The MERIS Level 1 Full Resolution OpenSearch document is available at: http://grid-eo-catalog.esrin.esa.int/catalogue/gpod/MER_FRS_1P/description

# set the catalogue and retrieve the queryables
osd.description <- 'http://grid-eo-catalog.esrin.esa.int/catalogue/gpod/MER_FRS_1P/description'
response.type <- "application/rdf+xml"
q <- GetOSQueryables(osd.description, response.type)

q is a data frame containing all the queryables to specify a query to the catalogue:

type param value
ws:type resourcetype NA
ws:protocol protocol NA
ws:ce ce NA
count count NA
startPage startPage NA
startIndex startIndex NA
sru:sortKeys sort NA
searchTerms q NA
time:start start NA
time:end stop NA
dct:modified ingested NA
geo:box bbox NA
geo:geometry geometry NA
geo:uid uid NA
eop:processingCenter processingCenter NA
eop:processorVersion processorVersion NA
eop:acquisitionStation acquisitionStation NA
eop:size size NA
eop:orbitNumber orbitNumber NA
eop:trackNumber trackNumber NA

Let's set the count field type value to 200:

q$value[q$type == "count"] <- count

set out time of interest by setting the value of the field types time:start, time:end with:

q$value[q$type == "time:start"] <- "2006-01-01"
q$value[q$type == "time:end"] <- "2006-12-31"

and set the geo-spatial queryable to the Well-Known Text value of the first cluster identified:

q$value[q$type == "geo:geometry"] <- writeWKT(mbr[[1]])

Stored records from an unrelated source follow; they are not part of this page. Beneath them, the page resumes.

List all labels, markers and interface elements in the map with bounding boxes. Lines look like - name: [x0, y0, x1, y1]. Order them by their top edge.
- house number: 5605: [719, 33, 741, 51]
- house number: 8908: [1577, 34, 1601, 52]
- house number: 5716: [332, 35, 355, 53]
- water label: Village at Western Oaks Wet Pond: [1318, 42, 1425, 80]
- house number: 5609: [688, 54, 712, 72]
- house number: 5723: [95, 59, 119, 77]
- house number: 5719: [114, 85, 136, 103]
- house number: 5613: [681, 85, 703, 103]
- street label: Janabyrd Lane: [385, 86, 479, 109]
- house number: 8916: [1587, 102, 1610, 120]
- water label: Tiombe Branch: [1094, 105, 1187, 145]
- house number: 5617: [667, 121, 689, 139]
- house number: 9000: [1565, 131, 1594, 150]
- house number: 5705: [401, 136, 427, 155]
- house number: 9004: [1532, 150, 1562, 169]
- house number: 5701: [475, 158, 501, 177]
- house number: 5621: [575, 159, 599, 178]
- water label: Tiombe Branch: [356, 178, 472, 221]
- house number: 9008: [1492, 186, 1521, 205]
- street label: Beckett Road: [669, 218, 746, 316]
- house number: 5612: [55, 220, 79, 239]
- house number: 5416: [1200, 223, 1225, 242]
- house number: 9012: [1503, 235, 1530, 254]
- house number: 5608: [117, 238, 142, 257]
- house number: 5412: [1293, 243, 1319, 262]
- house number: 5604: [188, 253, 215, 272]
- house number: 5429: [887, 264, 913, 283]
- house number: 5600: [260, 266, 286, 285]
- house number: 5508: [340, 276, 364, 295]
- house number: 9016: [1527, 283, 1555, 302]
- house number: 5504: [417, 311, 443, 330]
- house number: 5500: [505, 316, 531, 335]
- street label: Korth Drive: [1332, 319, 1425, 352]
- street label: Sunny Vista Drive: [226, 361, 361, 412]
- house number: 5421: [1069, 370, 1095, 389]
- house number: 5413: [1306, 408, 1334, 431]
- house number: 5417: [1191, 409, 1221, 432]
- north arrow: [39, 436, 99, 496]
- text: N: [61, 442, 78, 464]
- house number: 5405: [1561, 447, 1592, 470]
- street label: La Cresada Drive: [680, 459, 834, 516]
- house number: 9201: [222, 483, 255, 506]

Our queryables data frame q is now updated with (removing NAs for readability):

type param value
4 count count 200
9 time:start start 2006-01-01
10 time:end stop 2006-12-31
13 geo:geometry geometry POLYGON ((-8.7500000000000000 37.8689400000000020, -8.7500000000000000 43.7500000000000000, 8.7500000000000000 43.7500000000000000, 8.7500000000000000 37.8689400000000020, -8.7500000000000000 37.8689400000000020))

Let's query the catalogue and apply an xpath expression to retrieve the datasets as a data frame:

res <- Query(osd.description, response.type, q)

From the result, get the Datasets

dataset <- xmlToDataFrame(nodes = getNodeSet(xmlParse(res), "//dclite4g:DataSet"), stringsAsFactors = FALSE)

Let's inspect the first datasets (showing only the identifier column):

MER_FRS_1PPEPA20061231_104209_000005122054_00180_25284_6705.N1
MER_FRS_1PPEPA20061231_104158_000003352054_00180_25284_6703.N1
MER_FRS_1PPEPA20061231_104146_000003602054_00180_25284_6708.N1
MER_FRS_1PPEPA20061230_111346_000005122054_00166_25270_6672.N1
MER_FRS_1PPEPA20061230_111336_000002592054_00166_25270_6671.N1

We now create a SpatialPolygonsDataFrame:

poly.sp <- SpatialPolygonsDataFrame(readWKT(data.frame(dataset$spatial)[1,]), dataset[1,])

for (n in 2:nrow(dataset)) {
 poly.sp <- rbind(poly.sp, SpatialPolygonsDataFrame(readWKT(data.frame(dataset$spatial)[n,],id=n), dataset[n,]))
}

And check the coverage index of the MERIS products wrt the cluster minimum bounding box:

for (n in 1:nrow(dataset)) {
 poly.sp[n,"coverage_index"] <- gArea(gIntersection(mbr[[1]], poly.sp[n,])) / gArea(mbr[[1]])
}

Select those with a coverage over 80%:

sp <- poly.sp[poly.sp$coverage_index > 0.8,]

Let's plot the 23 MERIS products that cover for at least 80% of the cluster area:

plot(getMap())
plot(sp, add=TRUE, col=brewer.pal(8 , "RdBu")[1])
plot(mbr[[1]], add=TRUE, col="blue")

plot of chunk unnamed-chunk-19

Going further

The analysis could be repeated with the other clusters to identify what is the best cluster to work with MERIS data.